O índice de nacionalização dos carros feitos hoje no Brasil vai crescer entre 5% e 8% dentro de seis meses por conta da desvalorização cambial. O cálculo é do presidente do Sindicato Nacional da Indústria de Componentes Automotivos (Sindipeças), Paulo Butori. Isso vai fazer com que a quantidade de peças brasileiras que hoje são colocadas nos veículos produzidos no País aumente da média de 85% para mais de 90%, em média.
Os fabricantes de componentes já começaram a fazer cálculos das encomendas de peças que as montadoras compravam de outros países, usufruindo de um câmbio próximo da paridade com o real. Seis meses é o tempo calculado para o processo que começa com o recebimento do desenho e a elaboração da cotação, passando depois para a preparação do ferramental, os testes e, finalmente a nacionalização do produto.

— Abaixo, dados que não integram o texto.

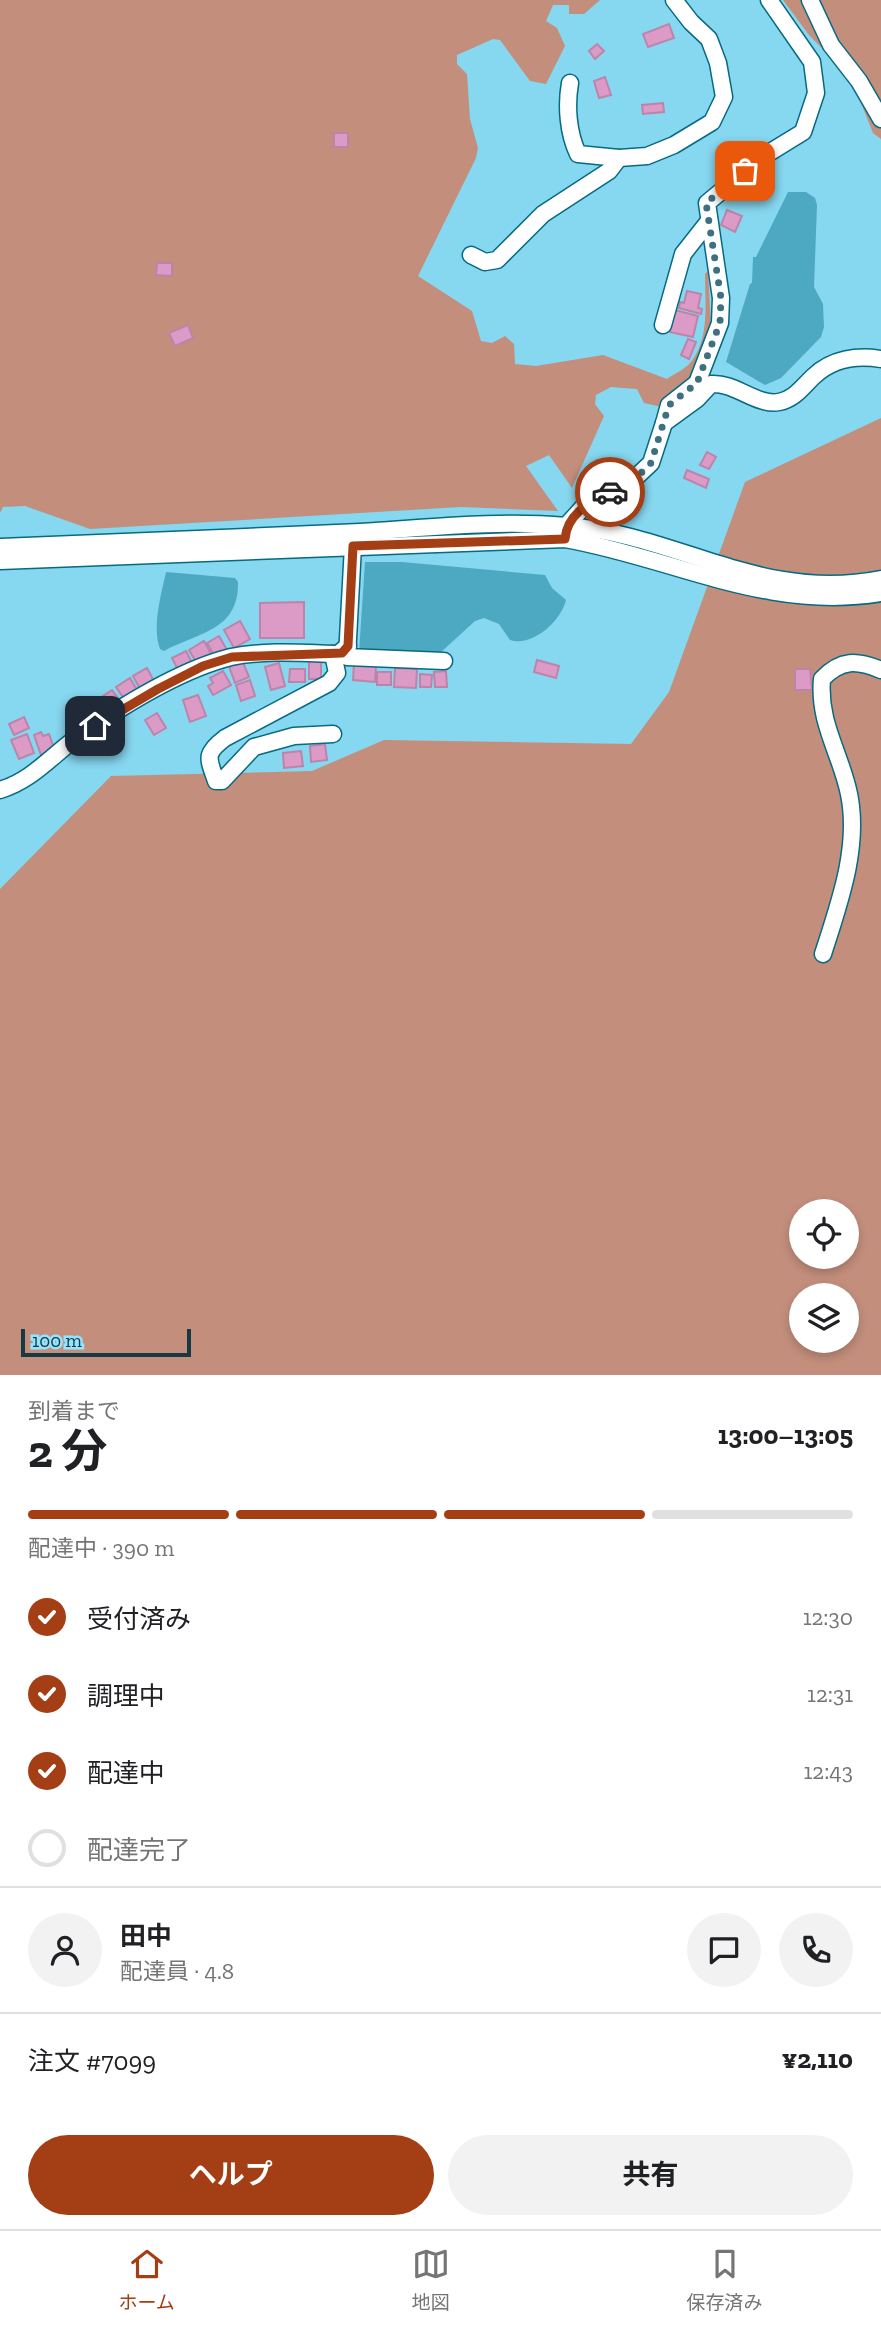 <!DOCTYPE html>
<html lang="ja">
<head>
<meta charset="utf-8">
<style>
  :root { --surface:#fff; --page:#f2f2f2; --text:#202124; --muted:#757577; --line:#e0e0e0; --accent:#a43e15 }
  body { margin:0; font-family:"Zilla Slab","Noto Sans JP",serif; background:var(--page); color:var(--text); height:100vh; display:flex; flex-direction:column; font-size:26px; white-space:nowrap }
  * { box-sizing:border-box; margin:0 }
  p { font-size:23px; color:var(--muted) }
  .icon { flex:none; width:38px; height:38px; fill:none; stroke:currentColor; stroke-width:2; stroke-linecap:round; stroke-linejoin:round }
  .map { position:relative; height:1375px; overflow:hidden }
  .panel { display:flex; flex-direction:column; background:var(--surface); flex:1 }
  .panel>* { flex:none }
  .tools { position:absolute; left:789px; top:1199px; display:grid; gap:14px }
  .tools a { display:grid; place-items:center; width:70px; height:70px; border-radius:50%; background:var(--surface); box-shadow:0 4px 10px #0003; font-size:35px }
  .scale { position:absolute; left:21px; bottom:18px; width:170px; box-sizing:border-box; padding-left:7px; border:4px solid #163943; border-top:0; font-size:19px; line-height:24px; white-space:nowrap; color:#163943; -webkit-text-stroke:5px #93e4fe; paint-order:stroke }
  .pin { position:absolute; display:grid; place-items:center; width:60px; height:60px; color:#fff; margin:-30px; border-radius:14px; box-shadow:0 4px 10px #0006 }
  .courier { position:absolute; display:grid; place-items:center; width:70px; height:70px; margin:-35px; border:5px solid #a43e15; border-radius:50%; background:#fff; color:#222; box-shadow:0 2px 9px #0007 }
  .summary em { font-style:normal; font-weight:700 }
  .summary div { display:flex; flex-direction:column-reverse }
  .summary { display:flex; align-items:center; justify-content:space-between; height:119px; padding:0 28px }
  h1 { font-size:46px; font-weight:700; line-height:52px }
  .bar { display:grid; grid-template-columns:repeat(4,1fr); gap:10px 7px; align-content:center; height:84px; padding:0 28px }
  .bar i { height:9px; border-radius:5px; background:var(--line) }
  .bar .current { background:var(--accent) }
  .bar p { grid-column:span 4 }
  .line { display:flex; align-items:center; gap:18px; padding:0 28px; border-top:2px solid var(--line) }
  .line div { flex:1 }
  .round { display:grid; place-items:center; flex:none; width:74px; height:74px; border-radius:37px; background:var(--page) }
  ol { padding:0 28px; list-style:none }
  li { display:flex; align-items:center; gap:21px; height:77px }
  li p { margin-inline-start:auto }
  li .icon { padding:7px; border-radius:50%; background:var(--accent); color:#fff; stroke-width:4 }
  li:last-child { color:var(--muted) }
  li i { width:38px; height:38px; border:4px solid var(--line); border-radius:50% }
  .cta { display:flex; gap:14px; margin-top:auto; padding:14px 28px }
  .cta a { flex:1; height:80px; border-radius:42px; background:var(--accent); color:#fff; font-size:28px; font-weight:700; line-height:80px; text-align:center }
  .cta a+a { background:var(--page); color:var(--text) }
  .tabs { display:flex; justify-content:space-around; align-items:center; height:98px; border-top:2px solid var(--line); background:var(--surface); font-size:19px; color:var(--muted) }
  .tabs a { display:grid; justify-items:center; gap:4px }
  .tabs .current { color:var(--accent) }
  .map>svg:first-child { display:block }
  .green { fill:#c38e7c; fill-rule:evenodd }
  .water { fill:#4da8c2 }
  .building { fill:#db9bc6; stroke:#bd84aa; stroke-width:2 }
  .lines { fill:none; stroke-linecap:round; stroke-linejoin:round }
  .minor-casing { stroke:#066a81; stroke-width:19 }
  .minor { stroke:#fff; stroke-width:16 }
  .done { stroke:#3d7080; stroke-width:7; stroke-dasharray:0 12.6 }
  .route { stroke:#a43e15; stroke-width:9 }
</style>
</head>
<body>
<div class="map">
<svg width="881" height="1375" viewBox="0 0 881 1375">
  <rect width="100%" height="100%" fill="#86d7f0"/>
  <g class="green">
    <path d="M0 0H600L584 14H569V5H553L546 21 557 28 565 46 546 84 530 81 500 40 493 39 457 55V64L467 74 470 119 478 148 476 158 418 276 472 311 481 341 492 343 505 336 514 344 515 364 536 366 603 355 667 379C674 374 685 369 690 363 710 340 705 302 705 274L708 271 711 326 694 372 662 407 644 403 637 389 611 387 596 395 595 404 604 416 572 488 549 455 526 466 558 511 461 507 90 529 25 506 3 507 0 513Z"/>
    <path d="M783 0H881V139L873 133 851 78 809 35Z"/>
    <path d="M881 418V1375H0V889L111 776 312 771 384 740 631 744 669 692 745 482ZM802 1211H847V1256H802ZM802 1295H847V1340H802Z"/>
  </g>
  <g class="water">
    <path d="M788 192H806L815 198 817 205 814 287 823 304 824 327 821 337 781 378 765 385 726 362 750 284 752 283 753 257H756Z"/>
    <path d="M365 562H402L545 575 552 588 566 600C561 621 533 647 510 640L499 624 484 618 475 621 440 653H359Z"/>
    <path d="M166 572 235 578 238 582C239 630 200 632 164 651L160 649C152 626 161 595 166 572Z"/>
  </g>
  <g class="building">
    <path d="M669 24 674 38 648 47 643 34Z"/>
    <path d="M597 44 604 51 595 59 589 51Z"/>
    <path d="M605 77 611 95 599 98 594 81Z"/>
    <path d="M663 103 664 112 643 114 642 105Z"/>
    <rect x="334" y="133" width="14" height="14"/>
    <path d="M727 210 742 216 735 232 721 225Z"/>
    <path d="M157 263H172V276L156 275Z"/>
    <path d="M687 291 701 294 698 308 702 309 701 314 679 308 680 302 684 303Z"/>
    <path d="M675 310 698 316 693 337 670 332Z"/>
    <path d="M188 325 193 338 175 346 169 333Z"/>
    <path d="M688 339 696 342 689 359 681 355Z"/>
    <path d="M707 452 716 457 709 469 700 465Z"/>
    <path d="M609 463 614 472 604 477 599 468Z"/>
    <path d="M687 470 709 479 706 488 684 478Z"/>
    <path d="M304 602V638H260V603Z"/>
    <path d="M240 621 250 639 234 648 224 630Z"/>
    <path d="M219 636 227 650 215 657 207 643Z"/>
    <path d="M204 641 211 654 196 662 189 650Z"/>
    <path d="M186 651 193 665 179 672 172 658Z"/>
    <rect x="309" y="659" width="12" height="20"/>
    <path d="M242 660 249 677 235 683 229 666Z"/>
    <path d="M537 660 559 666 556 678 534 672Z"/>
    <path d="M279 663 285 686 271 690 265 667Z"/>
    <path d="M354 664 376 666 375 682 353 680Z"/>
    <path d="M147 668 154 681 140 689 133 676Z"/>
    <path d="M395 668 417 669 416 688 394 687Z"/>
    <path d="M290 669H305V682H289Z"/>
    <path d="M795 669H810L812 690H795Z"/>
    <path d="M223 671 231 685 213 695 208 686 213 683 210 678Z"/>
    <path d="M446 671 447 687H435L434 672Z"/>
    <rect x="377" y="672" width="14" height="13"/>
    <path d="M420 674 432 675 431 687H420Z"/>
    <path d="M130 678 140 695 127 703 116 687Z"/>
    <path d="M250 680 255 696 241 701 236 685Z"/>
    <path d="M112 690 122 704 110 713 100 698Z"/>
    <path d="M198 695 206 716 190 722 183 700Z"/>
    <path d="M98 703 107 715 95 723 87 710Z"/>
    <path d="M157 713 166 728 154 735 145 720Z"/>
    <path d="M24 717 29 728 14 735 9 724Z"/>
    <path d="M41 732 43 736 49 734 55 751 41 755 34 735Z"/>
    <path d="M27 734 34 753 19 759 11 740Z"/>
    <path d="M325 744 327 760 311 762 310 746Z"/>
    <path d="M301 751 303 766 284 768 283 753Z"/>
  </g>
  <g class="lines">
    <defs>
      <g id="minor">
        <path d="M810 0 831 45 859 81 881 119"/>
        <path d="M570 83C566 106 568 133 578 154L619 158 647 156 674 145 712 122 724 97 718 63 709 39 691 22 674 0"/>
        <path d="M471 255 485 262 497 260 543 214 609 171 619 158"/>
        <path d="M663 325 683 254 709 221"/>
        <path d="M664 423 669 405 697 383 720 323 721 298 707 203 764 156 803 132 816 93 812 62 769 0"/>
        <path d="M565 533 566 526 586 504 633 480 651 463 664 423 697 399 711 384C735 382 756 406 779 402 795 399 803 386 814 376 832 359 857 355 881 359"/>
        <path d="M353 546 347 657 444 661"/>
        <path d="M0 547C120 543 240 537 360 532 428 528 498 520 566 526 678 534 760 603 881 579"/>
        <path d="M0 561 565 539C673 558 768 612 881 593"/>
        <path d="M333 734 294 736 254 747 222 781H216C208 758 204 754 225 738L329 683 337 673 333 654"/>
        <path d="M0 790C33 780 52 755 79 736 122 706 179 670 231 657 265 650 303 653 338 654L348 646"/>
        <path d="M823 954C839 904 860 847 849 794 841 754 818 723 822 679 841 659 857 660 881 670"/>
      </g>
    </defs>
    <use href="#minor" class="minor-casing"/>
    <use href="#minor" class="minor"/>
  </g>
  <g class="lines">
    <path class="done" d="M610 492 634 480 651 463 669 405 697 383 720 323 721 298 706 203 745 171"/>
    <path class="route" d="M95 726 158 689 203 666 232 657 342 653 348 646 353 546 565 539C567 514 589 503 610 492"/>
  </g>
</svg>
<div class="tools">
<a><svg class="icon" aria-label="locate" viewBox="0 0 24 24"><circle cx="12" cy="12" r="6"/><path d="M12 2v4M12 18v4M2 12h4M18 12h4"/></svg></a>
<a><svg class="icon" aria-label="layers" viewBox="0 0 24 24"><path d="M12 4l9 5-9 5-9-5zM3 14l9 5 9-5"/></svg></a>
</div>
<div class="scale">100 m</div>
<div class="pin" style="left:745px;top:171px;background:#ea580c"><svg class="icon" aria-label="bag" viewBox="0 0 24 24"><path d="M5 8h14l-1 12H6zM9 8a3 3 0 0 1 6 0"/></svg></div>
<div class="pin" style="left:95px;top:726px;background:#1f2937"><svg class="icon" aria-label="home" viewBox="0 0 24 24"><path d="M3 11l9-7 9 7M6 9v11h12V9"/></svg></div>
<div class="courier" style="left:610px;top:492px"><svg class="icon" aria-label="car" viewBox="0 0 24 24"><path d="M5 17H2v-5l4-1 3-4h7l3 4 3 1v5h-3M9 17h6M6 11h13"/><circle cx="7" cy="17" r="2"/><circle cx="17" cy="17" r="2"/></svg></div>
</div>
<section class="panel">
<div class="summary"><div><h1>2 分</h1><p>到着まで</p></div><em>13:00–13:05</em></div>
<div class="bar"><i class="current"></i><i class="current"></i><i class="current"></i><i></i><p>配達中 · 390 m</p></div>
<ol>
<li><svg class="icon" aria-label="check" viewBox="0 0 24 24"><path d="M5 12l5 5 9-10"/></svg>受付済み<p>12:30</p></li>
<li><svg class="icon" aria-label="check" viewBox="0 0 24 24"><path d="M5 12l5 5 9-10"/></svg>調理中<p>12:31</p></li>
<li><svg class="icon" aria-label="check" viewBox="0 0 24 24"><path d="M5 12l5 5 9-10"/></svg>配達中<p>12:43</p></li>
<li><i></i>配達完了</li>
</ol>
<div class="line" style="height:126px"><a class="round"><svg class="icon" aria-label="person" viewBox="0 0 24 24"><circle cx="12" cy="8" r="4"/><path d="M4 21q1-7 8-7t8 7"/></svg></a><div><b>田中</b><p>配達員 · 4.8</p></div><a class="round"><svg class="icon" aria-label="chat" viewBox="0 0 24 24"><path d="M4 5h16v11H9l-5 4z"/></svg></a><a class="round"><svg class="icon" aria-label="phone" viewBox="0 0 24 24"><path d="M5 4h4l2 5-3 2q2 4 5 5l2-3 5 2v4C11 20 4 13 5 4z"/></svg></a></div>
<div class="line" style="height:91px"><div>注文 #7099</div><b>¥2,110</b></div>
<div class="cta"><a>ヘルプ</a><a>共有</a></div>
</section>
<nav class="tabs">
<a class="current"><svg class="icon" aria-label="home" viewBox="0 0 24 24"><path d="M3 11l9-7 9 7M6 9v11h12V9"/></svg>ホーム</a>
<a><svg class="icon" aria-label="map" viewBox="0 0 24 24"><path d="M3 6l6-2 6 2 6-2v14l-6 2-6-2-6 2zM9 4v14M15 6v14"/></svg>地図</a>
<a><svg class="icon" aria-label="saved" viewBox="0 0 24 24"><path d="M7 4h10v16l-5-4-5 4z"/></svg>保存済み</a>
</nav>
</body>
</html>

O Paraná deve ganhar novos fabricantes de peças para os carros da Volkswagen, como o modelo Audi A3Hoje os carros mais baratos contêm quase todos os componentes feitos no Brasil e, por isso, o índice de nacionalização do carro popular é o mais alto, com cerca de 95% em média. Os modelos médios carregam a média de 85% de conteúdo local. Mas os mais modernos, quase todos do segmento de luxo e esportivos, têm a média de 70%, um índice de nacionalização que trouxe um imediato aumento de custos com a desvalorização do real.
O resultado dessa mudança será o superávit na balança comercial do setor de autopeças. Butori prevê que o setor exportará este ano o equivalente a US$ 4,7 bilhões. Com a queda de importação de peças, tanto por parte das montadoras como dos próprios fabricantes de autopeças, deverá haver um superávit de US$ 500 milhões a US$ 600 milhões.
No ano passado, o setor obteve um pequeno superávit de US$ 32 milhões com a exportação do equivalente a US$ 4,2 bilhões. A negociação da indústria de autopeças com seus próprios fornecedores tem sido cautelosa, segundo Butori, para evitar que a produção local tenha aumento de preços por conta do repasse de custos com insumos importados. ‘‘Uma parcela dos custos terá que ser negociada com as montadoras, mas estamos tentando evitar aumentos pedindo as planilhas a cada um dos nossos fornecedores que reivindicam reajustes para ver se há justificativa’’, destacou.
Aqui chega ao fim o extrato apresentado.